Breitha’s niece, Rose Pescaia, spent many hours in Breitha’s cozy living room, too, hoping that her aunt had baked some of her famous prune cake or a pot of Portuguese bean soup.
“She was more like a mom to me,” said Pescaia, who even got a job in Kalaupapa to be closer to her aunt. “I keep thinking of 6089 — her telephone number — 6089. Forever I’ve known that number and I’ve called that number.”
When Pescaia gave birth to triplets, she named one of the girls after Olivia. Olivia the namesake is now 20 years old and made Olivia the great-aunt most proud.
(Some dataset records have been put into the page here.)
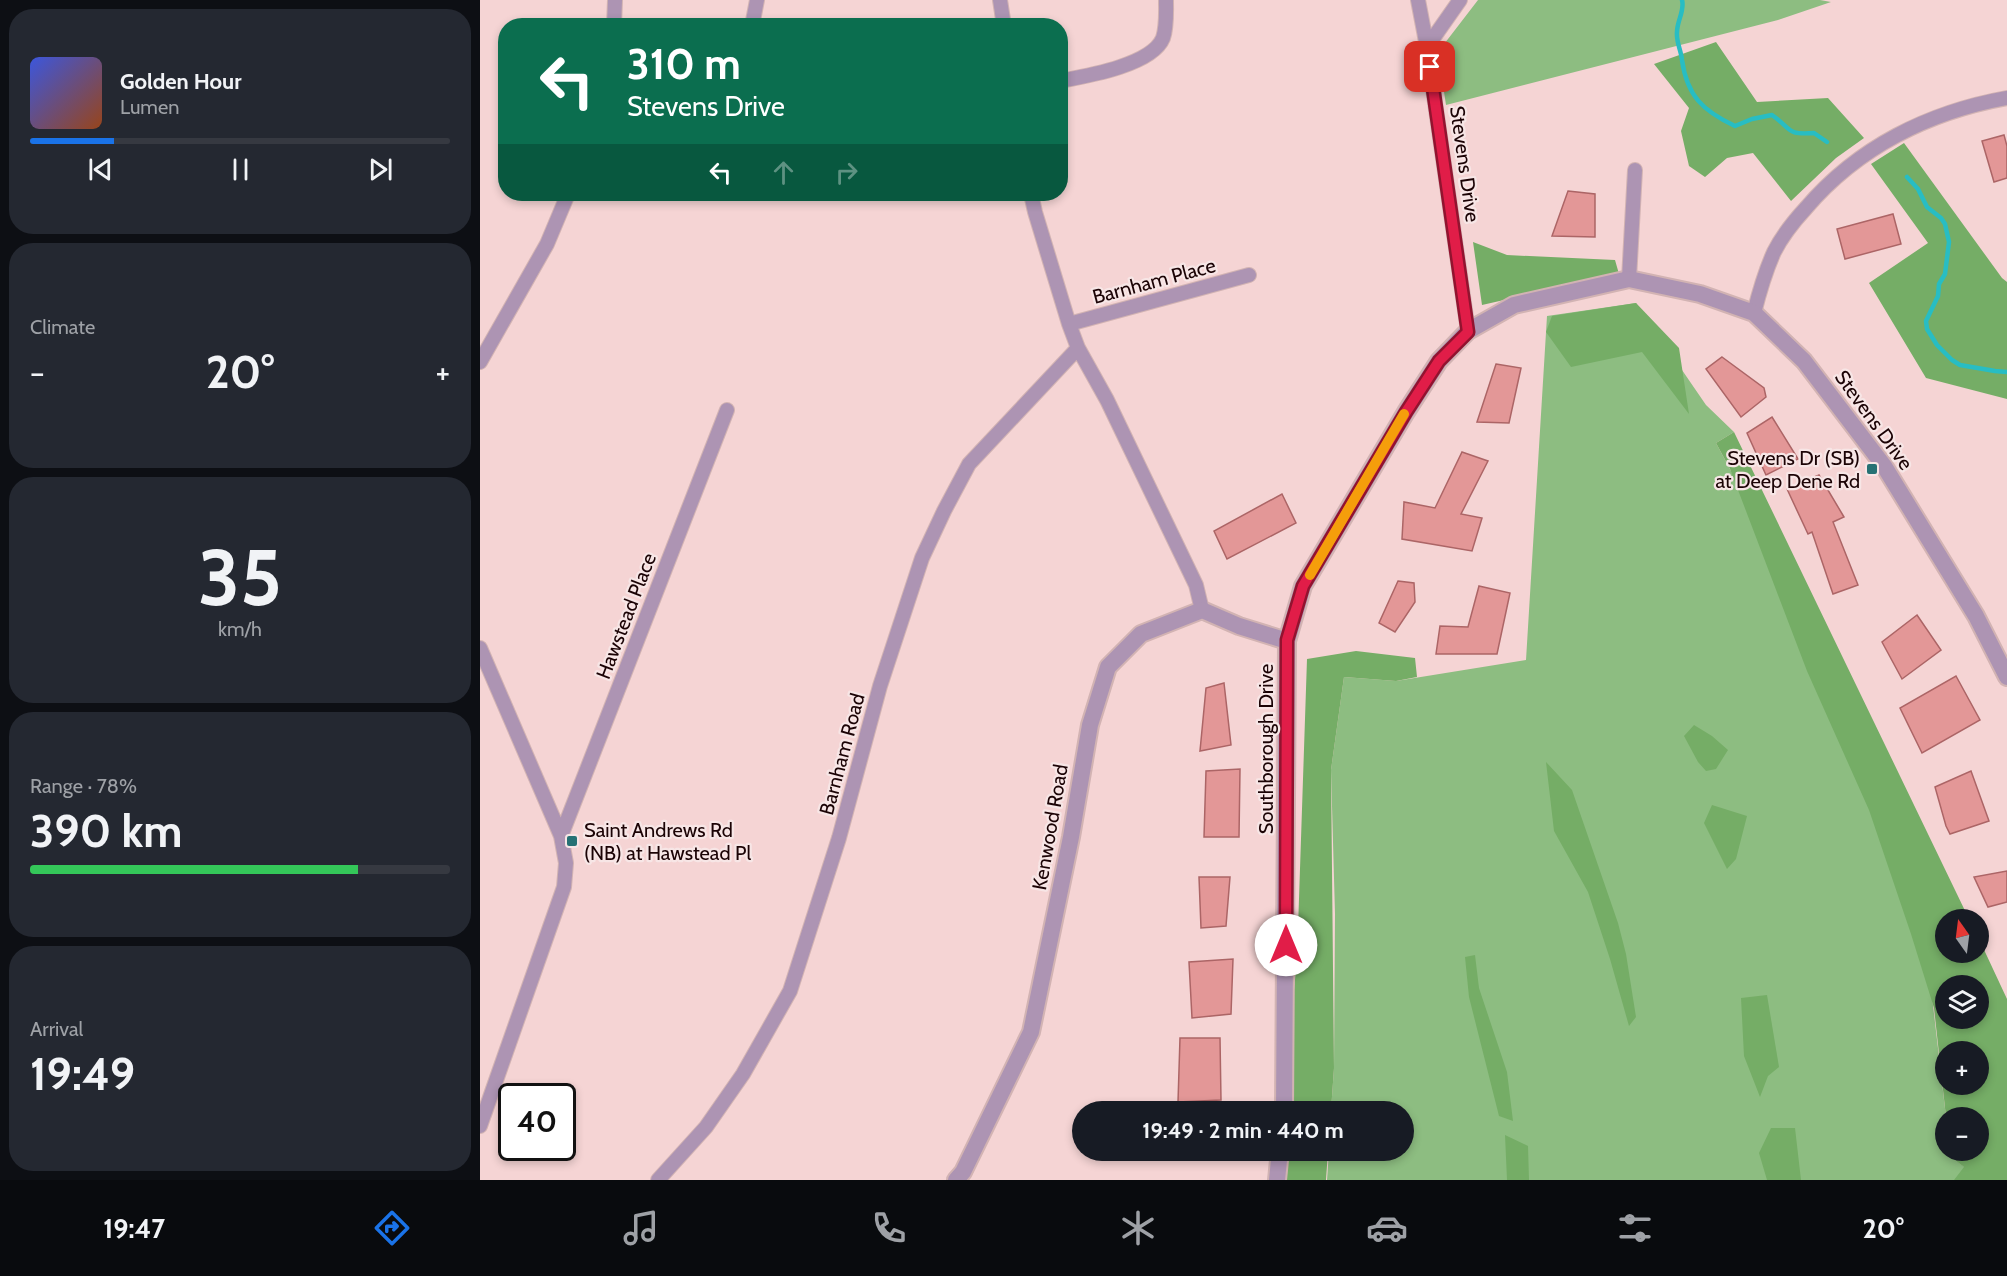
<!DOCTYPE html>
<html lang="en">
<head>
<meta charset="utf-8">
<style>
	:root { --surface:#171b24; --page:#242831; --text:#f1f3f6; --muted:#9ea1a6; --line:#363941; --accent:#1a73e8 }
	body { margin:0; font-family:Cabin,sans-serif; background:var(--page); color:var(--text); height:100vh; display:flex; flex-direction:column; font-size:22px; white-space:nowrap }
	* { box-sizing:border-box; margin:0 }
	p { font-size:20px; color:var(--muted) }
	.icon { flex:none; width:33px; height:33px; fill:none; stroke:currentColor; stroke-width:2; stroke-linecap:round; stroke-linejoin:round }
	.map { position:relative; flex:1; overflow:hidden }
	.drawer { display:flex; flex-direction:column; gap:9px; padding:9px; background:#0d0f14; width:480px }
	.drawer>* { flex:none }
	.banner { position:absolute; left:18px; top:18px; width:570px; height:183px; border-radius:24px; box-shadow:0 3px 9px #0003; background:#0b6e4f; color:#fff; overflow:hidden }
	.needle { width:39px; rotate:346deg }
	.tools { position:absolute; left:1455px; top:909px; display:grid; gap:12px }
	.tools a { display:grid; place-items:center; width:54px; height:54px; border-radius:50%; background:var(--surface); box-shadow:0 3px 9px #0003; font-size:30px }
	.speed { position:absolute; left:18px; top:1083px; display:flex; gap:12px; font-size:30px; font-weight:700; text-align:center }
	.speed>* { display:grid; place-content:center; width:78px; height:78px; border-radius:50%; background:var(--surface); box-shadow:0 3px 9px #0003; line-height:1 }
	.speed .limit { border:3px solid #111; border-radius:9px; background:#fff; color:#111 }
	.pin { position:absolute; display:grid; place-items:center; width:51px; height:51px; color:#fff; margin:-26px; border-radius:12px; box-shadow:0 3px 9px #0006 }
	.me { position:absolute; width:66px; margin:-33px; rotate:0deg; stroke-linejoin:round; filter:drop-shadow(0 0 4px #0008) }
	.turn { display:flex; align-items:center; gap:21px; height:126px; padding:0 30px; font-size:27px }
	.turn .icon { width:78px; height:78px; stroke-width:2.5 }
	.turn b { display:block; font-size:42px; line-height:51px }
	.lanes { display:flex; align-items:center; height:57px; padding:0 30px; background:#0003; justify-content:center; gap:30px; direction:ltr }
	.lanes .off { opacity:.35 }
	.big { font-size:45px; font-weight:700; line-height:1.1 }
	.drawer .card { flex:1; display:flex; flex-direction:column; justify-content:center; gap:9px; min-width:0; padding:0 21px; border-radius:24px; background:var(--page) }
	.drawer .dial { align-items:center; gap:0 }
	.dial b { font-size:78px; line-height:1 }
	.song { display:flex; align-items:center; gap:18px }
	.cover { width:72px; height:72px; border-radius:9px; background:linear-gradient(135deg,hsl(230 70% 55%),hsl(20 70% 35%)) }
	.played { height:6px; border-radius:3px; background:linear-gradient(90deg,var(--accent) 20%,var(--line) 20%) }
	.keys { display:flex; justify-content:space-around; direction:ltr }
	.heat { display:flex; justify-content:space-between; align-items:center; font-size:33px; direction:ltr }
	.charge { height:9px; border-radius:4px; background:linear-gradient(90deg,#34c759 78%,var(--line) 0) }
	.trip { position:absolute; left:592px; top:1101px; width:342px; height:60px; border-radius:30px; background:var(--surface); box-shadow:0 3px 9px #0003; font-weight:700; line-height:60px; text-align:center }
	.dock { display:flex; height:96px; justify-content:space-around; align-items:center; background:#090b0e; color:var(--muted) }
	.dock .icon { width:42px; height:42px }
	.dock .selected { color:var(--accent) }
	.dock b { font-size:27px; color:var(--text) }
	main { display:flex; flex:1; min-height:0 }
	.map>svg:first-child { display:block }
	.green { fill:#8dbd81 }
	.forest { fill:#75ad66; fill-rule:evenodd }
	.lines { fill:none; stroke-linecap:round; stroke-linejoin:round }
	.stream { stroke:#28bdc3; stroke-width:4.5 }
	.building { fill:#e39797; stroke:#ac6566; stroke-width:1.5 }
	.minor-casing { stroke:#d2b3b3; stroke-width:16 }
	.tertiary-casing { stroke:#d2b3b3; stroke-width:20 }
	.minor { stroke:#ad94b3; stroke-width:14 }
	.tertiary { stroke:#ad94b3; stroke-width:16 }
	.route-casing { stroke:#92132f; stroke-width:15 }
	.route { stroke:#e11d48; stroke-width:10 }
	.slow { stroke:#f59e0b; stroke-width:10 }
	.poi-dot { fill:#267174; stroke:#f7e6e6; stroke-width:2 }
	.labels { text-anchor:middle; stroke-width:4.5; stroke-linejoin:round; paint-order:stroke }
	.street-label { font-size:20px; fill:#1b0305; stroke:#f7e6e6 }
	.poi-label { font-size:20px; fill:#1b0305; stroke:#f7e6e6; text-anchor:end }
</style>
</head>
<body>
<main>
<section class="drawer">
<div class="card">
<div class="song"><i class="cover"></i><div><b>Golden Hour</b><p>Lumen</p></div></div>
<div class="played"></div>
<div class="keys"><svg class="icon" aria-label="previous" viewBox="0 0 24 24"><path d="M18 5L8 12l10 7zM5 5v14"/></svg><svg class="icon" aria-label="pause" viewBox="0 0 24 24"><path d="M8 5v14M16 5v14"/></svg><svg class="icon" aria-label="next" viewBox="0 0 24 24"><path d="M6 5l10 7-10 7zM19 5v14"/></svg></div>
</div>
<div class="card"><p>Climate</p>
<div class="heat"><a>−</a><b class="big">20°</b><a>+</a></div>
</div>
<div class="card dial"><b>35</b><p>km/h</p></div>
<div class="card"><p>Range · 78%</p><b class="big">390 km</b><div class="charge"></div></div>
<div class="card"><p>Arrival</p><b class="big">19:49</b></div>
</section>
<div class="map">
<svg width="1527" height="1180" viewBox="0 0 1527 1180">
	<rect width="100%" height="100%" fill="#f5d4d4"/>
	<!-- green -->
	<path class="green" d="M998 0H1340L1351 2 1298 20 966 105 958 52Z
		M1156 303 1226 405 1254 432 1236 443 1275 516 1444 928 1466 1117V1150L1470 1151 1471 1157 1502 1180H847L849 1151 924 1150V1112L851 1111 854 1068 855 914 851 770 864 677 916 681 1046 660 1067 316Z"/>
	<!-- forest -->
	<path class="forest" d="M1236 42 1277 102 1348 98 1384 138 1356 158 1311 201 1273 153 1247 158 1225 177 1209 166 1201 131 1209 108 1174 64Z
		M1424 143 1522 278 1527 282V399L1446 378 1389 283 1448 243 1391 164Z
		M993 242 1027 255 1135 260 1139 274 1002 305Z
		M1156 303 1199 348 1209 414 1162 352 1091 367 1066 332 1072 316Z
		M1254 432 1489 919 1466 920V952H1498L1499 939 1527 999V1180H1474L1484 1167 1471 1157 1470 1151 1498 1150V1118L1466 1117 1454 1008 1431 934 1389 810 1327 671 1250 469 1236 443ZM1466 986H1498V1018H1466ZM1466 1052H1498V1084H1466Z
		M876 651 935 658 937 677 916 681 864 677 851 770 854 1068 851 1111 802 1112 817 959 827 659Z
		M1214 725 1232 736 1248 750 1236 769 1226 771 1218 762 1204 736Z
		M1066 762 1092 790 1138 923 1146 954 1156 1017 1149 1026 1130 959 1108 892 1074 831Z
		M1232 805 1267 816 1256 859 1247 869 1224 823Z
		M995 955 999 988 1027 1072 1033 1121 1019 1116 989 997 985 957Z
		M1287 995 1299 1067 1288 1076 1280 1097 1264 1056 1261 998Z
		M1291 1128H1315L1321 1180H1287L1279 1153Z
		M1025 1135 1048 1146 1049 1180H1027Z
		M798 1151H848L846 1180H795Z"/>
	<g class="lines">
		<!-- stream -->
		<path class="stream" d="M1202 0C1205 10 1197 21 1197 32 1196 42 1201 50 1202 60 1207 96 1223 111 1255 126L1272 119 1292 115C1313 130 1306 135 1334 133L1347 142
			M1427 177 1438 189 1447 207 1461 218 1465 224 1469 242 1465 274 1459 284 1458 296 1446 321 1447 329 1457 345 1472 360 1480 365 1515 371 1527 372"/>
	</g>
	<!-- building -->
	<path class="building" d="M1524 135 1527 146V178L1514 182 1502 141Z
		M1088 191 1115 194V237L1072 236Z
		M1413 214 1421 244 1365 259 1357 229Z
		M1242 357 1284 388 1286 397 1261 417 1226 369Z
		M1016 364 1041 368 1029 423 997 422Z
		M1292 417 1318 459 1286 475 1267 433Z
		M982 452 1008 461 981 514 1002 518 992 551 922 539 924 502 955 508Z
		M1339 475 1364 517 1353 522 1378 585 1353 594 1332 532 1328 534 1307 489Z
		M802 494 816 523 747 559 734 531Z
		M918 581 934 583 935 602 915 632 899 623Z
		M999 586 1030 593 1017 654H956L960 626 988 627Z
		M1437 615 1461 650 1422 679 1402 642Z
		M1476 676 1500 720 1442 753 1420 708Z
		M744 683 751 745 720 751 726 688Z
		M760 769 759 837H724L726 771Z
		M1491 771 1509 821 1470 834 1466 826 1455 787Z
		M1527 871V902L1508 907 1494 877Z
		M719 877H750L746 926 721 928Z
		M753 959 751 1014 712 1018 709 962Z
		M700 1038H740L741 1100 698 1102Z"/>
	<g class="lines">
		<!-- minor casing -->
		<g class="minor-casing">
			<path id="minor" d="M520 0 524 26
				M938 0 947 47 988 331
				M134 26 135 0
				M272 26 277 0
				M947 47 980 0
				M580 81C607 76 672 65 683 38 687 26 686 12 686 0
				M551 194 555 212 589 324 598 348
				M1149 279 1155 170
				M1274 313C1279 293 1285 272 1294 252 1302 236 1314 221 1326 208 1378 147 1449 112 1527 98
				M589 324 769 275
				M0 362 67 244 88 194
				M0 648 81 836 86 863 84 887 0 1126
				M81 836 247 410
				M178 1180 226 1127 263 1074 310 991 359 838 400 686 442 558 464 511 489 464 598 348 627 400 716 585 722 610"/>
		</g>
		<!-- tertiary casing -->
		<g class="tertiary-casing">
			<path id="tertiary" d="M804 1112 807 641 823 586 926 412 959 361 988 331 1034 305 1149 279 1220 294 1274 313 1324 361 1404 466 1496 616 1527 677
				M476 1180 483 1172 551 1032 591 837 610 725 628 667 661 634 722 610 759 626 807 641
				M797 1180 800 1150"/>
		</g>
		<!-- minor -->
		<use href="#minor" class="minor"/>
		<!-- tertiary -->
		<use href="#tertiary" class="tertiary"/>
	</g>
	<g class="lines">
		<!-- route casing -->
		<g class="route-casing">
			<path id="route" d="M806 945 807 640 823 586 926 412 959 361 988 332 950 67"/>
		</g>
		<!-- route -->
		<use href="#route" class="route"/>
		<!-- slow -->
		<path class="slow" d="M830 575 924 414"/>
	</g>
	<!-- markers -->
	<g class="poi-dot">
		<rect x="1386" y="463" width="12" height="12" rx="3"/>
		<rect x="86" y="835" width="12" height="12" rx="3"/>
	</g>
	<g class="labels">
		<!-- street labels -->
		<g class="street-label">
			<text transform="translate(985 164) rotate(82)" y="7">Stevens Drive</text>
			<text transform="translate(674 281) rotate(-15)" y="7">Barnham Place</text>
			<text transform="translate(1394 420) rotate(54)" y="7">Stevens Drive</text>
			<text transform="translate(146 616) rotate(-69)" y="7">Hawstead Place</text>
			<text transform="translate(786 749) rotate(-90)" y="7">Southborough Drive</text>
			<text transform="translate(362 754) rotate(-75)" y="7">Barnham Road</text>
			<text transform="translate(570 827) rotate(-80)" y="7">Kenwood Road</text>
		</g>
		<!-- poi labels -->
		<g class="poi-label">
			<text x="1380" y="465">Stevens Dr (SB)<tspan x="1380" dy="23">at Deep Dene Rd</tspan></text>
			<text x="104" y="837" text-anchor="start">Saint Andrews Rd<tspan x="104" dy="23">(NB) at Hawstead Pl</tspan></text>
		</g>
	</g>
</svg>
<div class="tools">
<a><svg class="needle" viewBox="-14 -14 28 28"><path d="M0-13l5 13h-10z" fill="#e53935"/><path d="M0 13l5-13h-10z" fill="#9ea1a6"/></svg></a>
<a><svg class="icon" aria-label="layers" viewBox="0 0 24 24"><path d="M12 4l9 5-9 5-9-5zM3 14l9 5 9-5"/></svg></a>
<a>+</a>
<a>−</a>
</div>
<div class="speed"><div class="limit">40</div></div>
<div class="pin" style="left:950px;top:67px;background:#d93025"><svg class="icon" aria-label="arrive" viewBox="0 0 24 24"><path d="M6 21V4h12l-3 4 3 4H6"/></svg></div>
<svg class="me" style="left:806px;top:945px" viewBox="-20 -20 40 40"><circle r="19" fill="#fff"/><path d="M0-13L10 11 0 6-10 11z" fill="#e11d48"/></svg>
<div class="trip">19:49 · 2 min · 440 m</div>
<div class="banner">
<div class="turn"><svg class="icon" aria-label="left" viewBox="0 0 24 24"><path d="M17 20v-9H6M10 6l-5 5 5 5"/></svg><div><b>310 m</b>Stevens Drive</div></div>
<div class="lanes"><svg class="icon" aria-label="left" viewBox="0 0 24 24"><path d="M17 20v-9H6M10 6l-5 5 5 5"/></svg><svg class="icon off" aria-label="ahead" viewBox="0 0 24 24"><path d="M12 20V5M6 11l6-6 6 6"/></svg><svg class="icon off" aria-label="right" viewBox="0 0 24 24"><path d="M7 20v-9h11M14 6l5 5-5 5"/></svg></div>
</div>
</div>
</main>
<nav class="dock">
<b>19:47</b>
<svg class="icon selected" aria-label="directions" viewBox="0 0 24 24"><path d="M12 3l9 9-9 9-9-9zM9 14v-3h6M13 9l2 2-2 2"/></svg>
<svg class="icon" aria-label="music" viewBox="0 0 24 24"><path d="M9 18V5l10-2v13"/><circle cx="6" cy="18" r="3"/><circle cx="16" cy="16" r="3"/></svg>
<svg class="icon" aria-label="phone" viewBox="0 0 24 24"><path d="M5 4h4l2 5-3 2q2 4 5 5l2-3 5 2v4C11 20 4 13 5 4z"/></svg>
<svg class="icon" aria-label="climate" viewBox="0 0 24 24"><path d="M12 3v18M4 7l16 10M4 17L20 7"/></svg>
<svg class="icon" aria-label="car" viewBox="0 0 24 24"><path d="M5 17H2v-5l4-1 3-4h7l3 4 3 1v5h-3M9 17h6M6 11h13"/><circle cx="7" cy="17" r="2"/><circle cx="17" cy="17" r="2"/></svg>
<svg class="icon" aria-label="filters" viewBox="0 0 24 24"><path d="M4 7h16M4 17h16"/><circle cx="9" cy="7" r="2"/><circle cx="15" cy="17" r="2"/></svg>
<b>20°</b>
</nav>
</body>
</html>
At Kalaupapa, Breitha eventually found the love of her life in her husband Johnny, a cowboy who died in 1973, after nearly 29 years of marriage. For years, Olivia and Johnny operated what was then the largest chicken farm on Molokai, providing the community with fryers and fresh eggs.
Breitha never had children, a painful choice that at the time she felt she had to make. Because parents affected by leprosy had to give up their children to be raised by others, Breitha said she simply couldn’t bear going through that. It was a decision that haunted her even in her last years.
After her book was published, Breitha was sought out more and more for her comments on human rights. She was part of a group of Kalaupapa residents invited to the United Nations and she was later placed into the Book of Lives and Legacies at the National Women’s Hall of Fame along with five other Kalaupapa women. Her peach linen wedding dress was displayed in an exhibit at the Maui Arts and Cultural Center.
She understood how her experiences of leprosy could be lessons for a society that alienates certain people because of fear and prejudice. She did a documentary with a young man who had AIDS and, along with women who had survived the Holocaust and the bombing of Hiroshima, was presented an award for her lifetime of courage.
Breitha remained bold and outspoken until her final breath. Just last month, she submitted written testimony asking that the U.S. Congress approve plans to establish a monument on the Kalaupapa peninsula honoring all 8,000 people who were sent there.
Her words were read to Congress on the morning of Sept. 28 — only hours after she had died. Even in death, the voice of Olivia Breitha spoke aloud of truth and dignity.